◆ Collected data entries
* * * * * * * * *

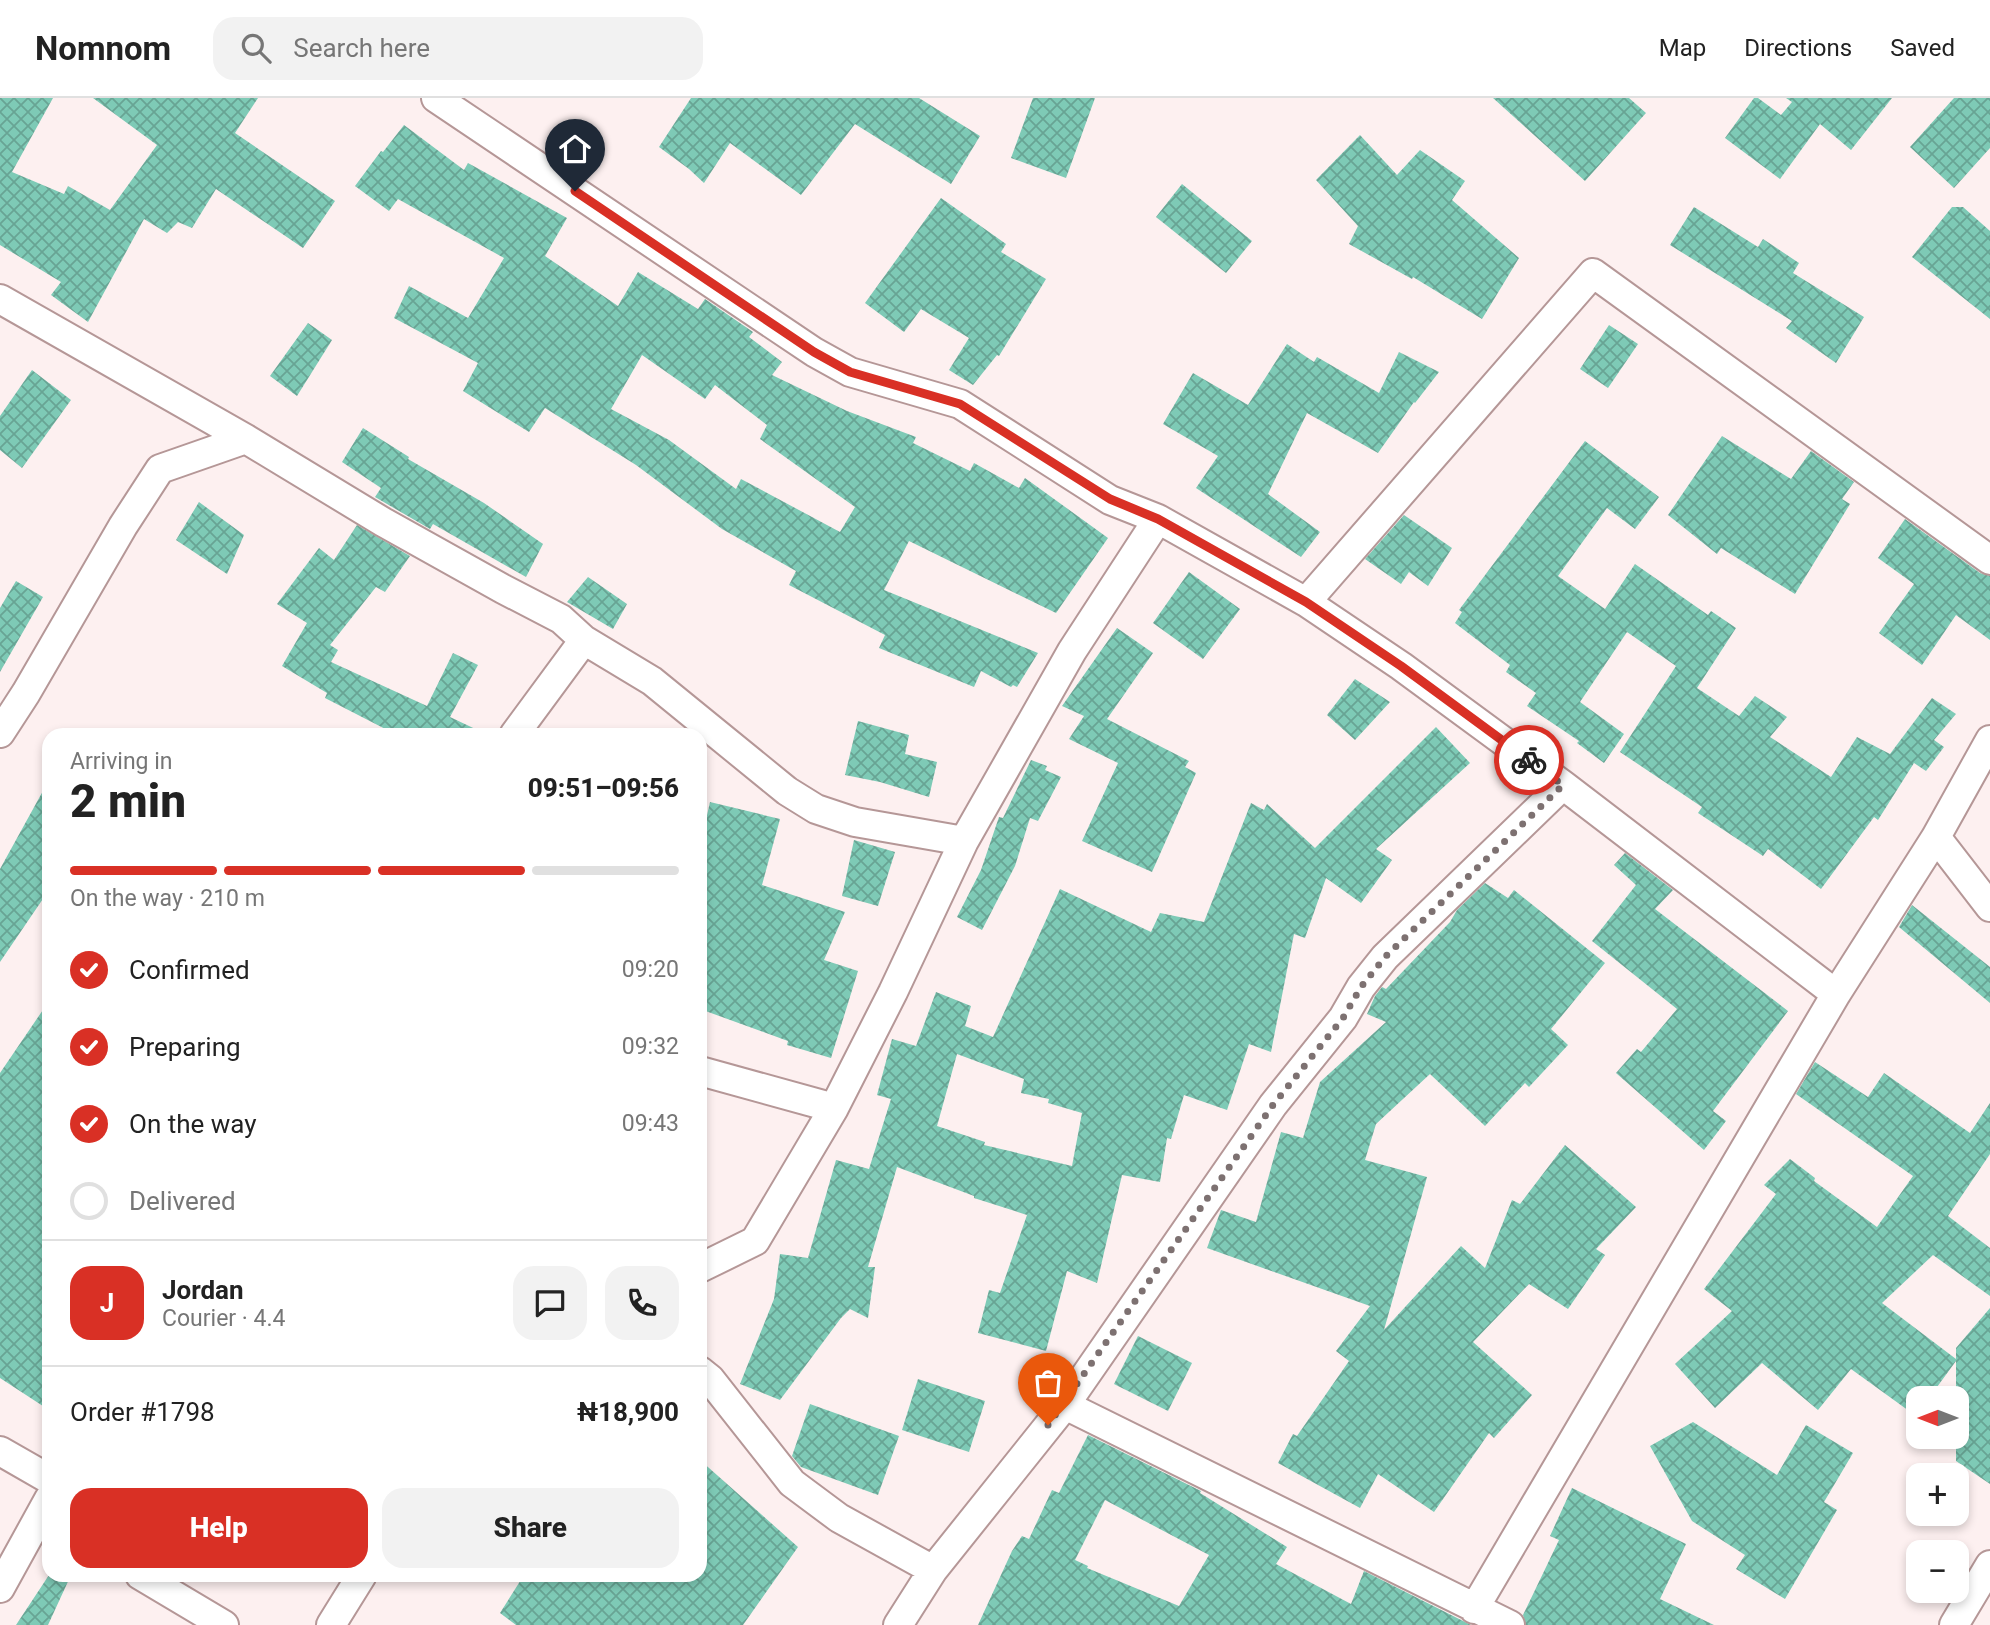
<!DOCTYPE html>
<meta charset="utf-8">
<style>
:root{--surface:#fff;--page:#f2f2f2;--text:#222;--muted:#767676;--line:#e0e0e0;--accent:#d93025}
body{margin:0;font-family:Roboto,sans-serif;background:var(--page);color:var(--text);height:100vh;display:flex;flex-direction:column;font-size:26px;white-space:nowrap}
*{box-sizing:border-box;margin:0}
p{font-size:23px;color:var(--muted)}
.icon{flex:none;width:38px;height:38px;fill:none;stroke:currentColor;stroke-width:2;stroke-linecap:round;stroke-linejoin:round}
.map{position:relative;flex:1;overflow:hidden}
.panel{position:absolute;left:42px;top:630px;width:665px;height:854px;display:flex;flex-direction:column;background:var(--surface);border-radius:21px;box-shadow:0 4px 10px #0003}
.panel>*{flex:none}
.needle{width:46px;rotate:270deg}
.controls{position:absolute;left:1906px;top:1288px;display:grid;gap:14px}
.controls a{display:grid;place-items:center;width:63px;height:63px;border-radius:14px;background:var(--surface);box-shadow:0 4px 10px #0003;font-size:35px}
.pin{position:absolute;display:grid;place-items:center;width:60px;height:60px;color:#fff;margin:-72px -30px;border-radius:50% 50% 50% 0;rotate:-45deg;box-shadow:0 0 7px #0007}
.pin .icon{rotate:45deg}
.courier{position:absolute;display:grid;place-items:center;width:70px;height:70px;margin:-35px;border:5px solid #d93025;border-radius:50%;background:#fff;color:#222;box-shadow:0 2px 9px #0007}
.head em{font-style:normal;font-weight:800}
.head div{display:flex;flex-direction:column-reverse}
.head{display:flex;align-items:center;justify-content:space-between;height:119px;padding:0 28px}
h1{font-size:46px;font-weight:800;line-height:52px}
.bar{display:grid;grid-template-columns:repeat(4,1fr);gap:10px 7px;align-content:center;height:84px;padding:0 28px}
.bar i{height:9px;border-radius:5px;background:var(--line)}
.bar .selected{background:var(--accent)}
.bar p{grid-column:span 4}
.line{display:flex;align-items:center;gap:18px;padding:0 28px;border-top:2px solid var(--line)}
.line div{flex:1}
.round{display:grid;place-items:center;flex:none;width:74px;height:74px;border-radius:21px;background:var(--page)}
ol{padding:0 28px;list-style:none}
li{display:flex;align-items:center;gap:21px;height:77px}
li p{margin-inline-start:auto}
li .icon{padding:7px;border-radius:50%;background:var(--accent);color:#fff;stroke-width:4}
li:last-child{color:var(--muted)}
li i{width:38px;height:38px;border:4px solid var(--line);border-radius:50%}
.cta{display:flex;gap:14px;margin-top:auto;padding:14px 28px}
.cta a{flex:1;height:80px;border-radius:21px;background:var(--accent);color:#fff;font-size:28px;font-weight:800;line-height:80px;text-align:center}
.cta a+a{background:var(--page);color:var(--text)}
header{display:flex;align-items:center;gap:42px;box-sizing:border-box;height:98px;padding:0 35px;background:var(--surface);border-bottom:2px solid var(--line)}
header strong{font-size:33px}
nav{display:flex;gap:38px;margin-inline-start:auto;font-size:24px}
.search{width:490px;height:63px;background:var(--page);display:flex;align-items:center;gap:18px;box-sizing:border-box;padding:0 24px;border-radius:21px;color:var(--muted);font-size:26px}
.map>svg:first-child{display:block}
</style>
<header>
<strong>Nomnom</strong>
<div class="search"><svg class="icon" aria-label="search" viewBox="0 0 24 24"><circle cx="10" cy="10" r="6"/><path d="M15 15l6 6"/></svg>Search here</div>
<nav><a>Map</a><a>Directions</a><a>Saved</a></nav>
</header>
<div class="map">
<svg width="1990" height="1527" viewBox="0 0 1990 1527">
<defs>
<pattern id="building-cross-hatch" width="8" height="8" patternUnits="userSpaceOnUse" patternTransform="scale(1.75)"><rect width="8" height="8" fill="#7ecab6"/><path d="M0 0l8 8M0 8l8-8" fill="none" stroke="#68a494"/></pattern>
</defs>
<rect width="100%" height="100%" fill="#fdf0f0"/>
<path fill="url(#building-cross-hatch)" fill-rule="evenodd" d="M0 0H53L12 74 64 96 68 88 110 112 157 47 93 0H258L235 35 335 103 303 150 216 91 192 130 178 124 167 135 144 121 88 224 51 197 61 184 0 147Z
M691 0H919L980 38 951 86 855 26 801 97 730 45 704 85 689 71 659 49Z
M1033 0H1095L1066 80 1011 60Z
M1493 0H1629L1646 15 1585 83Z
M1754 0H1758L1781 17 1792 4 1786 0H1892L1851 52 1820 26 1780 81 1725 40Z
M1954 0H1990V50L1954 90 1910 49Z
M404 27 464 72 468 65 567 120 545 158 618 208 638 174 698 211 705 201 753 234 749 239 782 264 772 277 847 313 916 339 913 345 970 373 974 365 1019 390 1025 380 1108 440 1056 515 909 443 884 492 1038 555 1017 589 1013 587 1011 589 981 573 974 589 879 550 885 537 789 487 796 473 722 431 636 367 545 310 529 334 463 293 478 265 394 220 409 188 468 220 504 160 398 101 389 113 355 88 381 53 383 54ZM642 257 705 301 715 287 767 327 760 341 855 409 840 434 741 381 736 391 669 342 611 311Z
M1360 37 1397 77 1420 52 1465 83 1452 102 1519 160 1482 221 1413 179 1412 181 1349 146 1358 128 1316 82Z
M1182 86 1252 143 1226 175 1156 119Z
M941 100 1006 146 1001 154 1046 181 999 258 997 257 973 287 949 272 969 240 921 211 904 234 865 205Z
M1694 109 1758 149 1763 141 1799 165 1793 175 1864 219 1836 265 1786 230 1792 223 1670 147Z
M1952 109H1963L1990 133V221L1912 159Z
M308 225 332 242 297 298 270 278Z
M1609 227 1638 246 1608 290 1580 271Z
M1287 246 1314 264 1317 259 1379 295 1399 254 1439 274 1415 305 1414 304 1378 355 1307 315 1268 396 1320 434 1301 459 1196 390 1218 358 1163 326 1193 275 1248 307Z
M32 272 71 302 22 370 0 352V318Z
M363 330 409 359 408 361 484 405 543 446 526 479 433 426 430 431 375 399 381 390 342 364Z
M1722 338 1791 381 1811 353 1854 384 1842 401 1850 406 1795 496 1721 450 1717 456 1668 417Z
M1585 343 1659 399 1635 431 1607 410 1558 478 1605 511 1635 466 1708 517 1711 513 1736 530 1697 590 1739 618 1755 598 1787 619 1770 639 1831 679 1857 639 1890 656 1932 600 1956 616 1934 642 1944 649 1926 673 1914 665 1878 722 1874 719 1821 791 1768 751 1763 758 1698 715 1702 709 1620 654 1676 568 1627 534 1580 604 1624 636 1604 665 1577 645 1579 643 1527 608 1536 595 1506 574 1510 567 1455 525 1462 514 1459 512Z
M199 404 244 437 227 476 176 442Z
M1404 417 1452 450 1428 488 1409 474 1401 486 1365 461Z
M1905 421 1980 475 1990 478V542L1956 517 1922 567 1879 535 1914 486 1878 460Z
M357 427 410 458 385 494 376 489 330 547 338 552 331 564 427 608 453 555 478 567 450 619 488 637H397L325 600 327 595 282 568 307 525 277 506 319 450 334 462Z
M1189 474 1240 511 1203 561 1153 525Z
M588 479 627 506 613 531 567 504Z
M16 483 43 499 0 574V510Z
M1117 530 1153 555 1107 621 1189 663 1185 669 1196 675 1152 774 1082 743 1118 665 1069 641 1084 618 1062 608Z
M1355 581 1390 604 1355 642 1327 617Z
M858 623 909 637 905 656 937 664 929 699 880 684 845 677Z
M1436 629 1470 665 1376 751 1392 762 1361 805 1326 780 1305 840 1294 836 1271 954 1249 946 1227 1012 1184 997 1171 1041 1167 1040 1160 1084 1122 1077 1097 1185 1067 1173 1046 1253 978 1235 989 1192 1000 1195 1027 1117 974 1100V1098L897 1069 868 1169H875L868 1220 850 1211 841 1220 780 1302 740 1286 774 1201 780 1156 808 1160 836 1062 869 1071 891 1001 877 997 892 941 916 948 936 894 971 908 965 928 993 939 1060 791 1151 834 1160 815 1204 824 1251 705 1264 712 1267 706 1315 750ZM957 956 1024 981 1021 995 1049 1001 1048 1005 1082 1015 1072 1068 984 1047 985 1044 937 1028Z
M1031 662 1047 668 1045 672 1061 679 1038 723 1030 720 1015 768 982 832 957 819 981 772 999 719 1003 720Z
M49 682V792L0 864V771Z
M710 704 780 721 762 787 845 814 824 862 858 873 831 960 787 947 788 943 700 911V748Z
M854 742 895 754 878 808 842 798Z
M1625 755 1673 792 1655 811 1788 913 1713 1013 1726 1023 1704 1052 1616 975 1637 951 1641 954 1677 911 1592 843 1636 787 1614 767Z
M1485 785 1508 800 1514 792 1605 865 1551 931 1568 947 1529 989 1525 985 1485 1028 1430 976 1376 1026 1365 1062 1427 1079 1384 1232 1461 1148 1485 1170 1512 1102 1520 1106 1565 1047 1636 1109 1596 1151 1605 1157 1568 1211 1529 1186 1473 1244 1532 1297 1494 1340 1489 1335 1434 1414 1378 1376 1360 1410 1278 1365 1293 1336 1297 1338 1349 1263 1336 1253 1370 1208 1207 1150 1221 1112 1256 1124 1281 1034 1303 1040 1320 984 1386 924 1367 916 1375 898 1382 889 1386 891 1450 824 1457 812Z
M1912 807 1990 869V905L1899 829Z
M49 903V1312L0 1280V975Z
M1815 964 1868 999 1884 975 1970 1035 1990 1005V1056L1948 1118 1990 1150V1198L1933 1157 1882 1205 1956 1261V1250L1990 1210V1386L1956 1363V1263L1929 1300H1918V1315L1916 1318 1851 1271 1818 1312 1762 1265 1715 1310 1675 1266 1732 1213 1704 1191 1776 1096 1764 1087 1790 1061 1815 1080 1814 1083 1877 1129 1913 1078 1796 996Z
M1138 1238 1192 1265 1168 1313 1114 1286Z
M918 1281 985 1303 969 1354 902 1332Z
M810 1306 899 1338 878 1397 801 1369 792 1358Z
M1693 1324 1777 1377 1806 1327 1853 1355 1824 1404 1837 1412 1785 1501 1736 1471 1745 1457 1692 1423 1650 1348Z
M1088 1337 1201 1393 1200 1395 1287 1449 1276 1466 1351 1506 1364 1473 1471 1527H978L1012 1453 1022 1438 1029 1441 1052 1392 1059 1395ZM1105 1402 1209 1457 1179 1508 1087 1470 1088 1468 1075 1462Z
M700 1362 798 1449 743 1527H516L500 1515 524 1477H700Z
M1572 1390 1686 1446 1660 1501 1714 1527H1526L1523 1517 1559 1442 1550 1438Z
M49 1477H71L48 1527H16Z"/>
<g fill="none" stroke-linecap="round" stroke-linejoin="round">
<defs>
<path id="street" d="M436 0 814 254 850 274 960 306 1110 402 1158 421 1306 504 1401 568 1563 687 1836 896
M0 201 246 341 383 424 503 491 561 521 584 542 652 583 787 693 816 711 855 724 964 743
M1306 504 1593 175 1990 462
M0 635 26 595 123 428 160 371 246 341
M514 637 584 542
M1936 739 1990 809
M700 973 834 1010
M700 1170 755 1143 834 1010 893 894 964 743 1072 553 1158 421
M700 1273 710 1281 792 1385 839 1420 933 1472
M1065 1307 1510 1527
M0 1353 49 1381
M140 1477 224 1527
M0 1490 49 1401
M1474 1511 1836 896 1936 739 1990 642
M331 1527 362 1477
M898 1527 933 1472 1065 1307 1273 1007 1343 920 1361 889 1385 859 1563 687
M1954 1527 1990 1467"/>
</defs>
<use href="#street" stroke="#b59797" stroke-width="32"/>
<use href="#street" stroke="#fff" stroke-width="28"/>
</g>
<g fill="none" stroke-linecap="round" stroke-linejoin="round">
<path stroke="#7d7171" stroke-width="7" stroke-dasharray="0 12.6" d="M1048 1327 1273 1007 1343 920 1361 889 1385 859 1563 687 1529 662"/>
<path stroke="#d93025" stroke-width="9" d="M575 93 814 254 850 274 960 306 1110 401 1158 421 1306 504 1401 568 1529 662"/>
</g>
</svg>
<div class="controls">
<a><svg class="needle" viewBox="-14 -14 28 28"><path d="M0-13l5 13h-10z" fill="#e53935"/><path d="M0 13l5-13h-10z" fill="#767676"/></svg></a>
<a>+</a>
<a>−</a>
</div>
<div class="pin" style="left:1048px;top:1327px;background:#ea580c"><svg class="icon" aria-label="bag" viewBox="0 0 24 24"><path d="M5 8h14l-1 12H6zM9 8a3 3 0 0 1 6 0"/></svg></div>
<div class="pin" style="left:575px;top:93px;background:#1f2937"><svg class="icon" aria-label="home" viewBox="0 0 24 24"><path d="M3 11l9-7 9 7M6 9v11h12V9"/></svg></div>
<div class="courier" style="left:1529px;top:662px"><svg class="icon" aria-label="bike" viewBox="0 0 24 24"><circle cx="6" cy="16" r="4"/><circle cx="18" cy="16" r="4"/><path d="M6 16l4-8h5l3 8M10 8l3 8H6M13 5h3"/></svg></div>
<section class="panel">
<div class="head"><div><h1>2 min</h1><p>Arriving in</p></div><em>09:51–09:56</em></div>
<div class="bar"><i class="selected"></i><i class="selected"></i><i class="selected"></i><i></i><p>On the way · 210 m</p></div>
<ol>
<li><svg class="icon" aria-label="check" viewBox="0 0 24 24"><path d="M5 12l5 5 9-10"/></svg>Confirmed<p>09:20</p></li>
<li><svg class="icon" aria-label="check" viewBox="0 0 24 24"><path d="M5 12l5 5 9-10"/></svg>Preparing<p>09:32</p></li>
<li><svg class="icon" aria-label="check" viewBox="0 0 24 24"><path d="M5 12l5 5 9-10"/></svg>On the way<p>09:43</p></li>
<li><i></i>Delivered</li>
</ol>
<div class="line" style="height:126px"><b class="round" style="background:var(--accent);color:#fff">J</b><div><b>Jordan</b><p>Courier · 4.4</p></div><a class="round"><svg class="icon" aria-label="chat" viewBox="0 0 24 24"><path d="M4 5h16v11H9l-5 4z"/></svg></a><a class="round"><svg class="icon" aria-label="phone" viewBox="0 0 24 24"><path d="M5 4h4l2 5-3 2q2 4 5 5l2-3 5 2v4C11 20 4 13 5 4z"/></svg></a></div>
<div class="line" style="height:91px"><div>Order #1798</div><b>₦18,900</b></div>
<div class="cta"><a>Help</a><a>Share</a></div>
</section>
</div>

* * * * * * * * *

◆ The problem
Among the records above, find each line holding "inline" and list it.

◆ Expected output
li p{margin-inline-start:auto}
nav{display:flex;gap:38px;margin-inline-start:auto;font-size:24px}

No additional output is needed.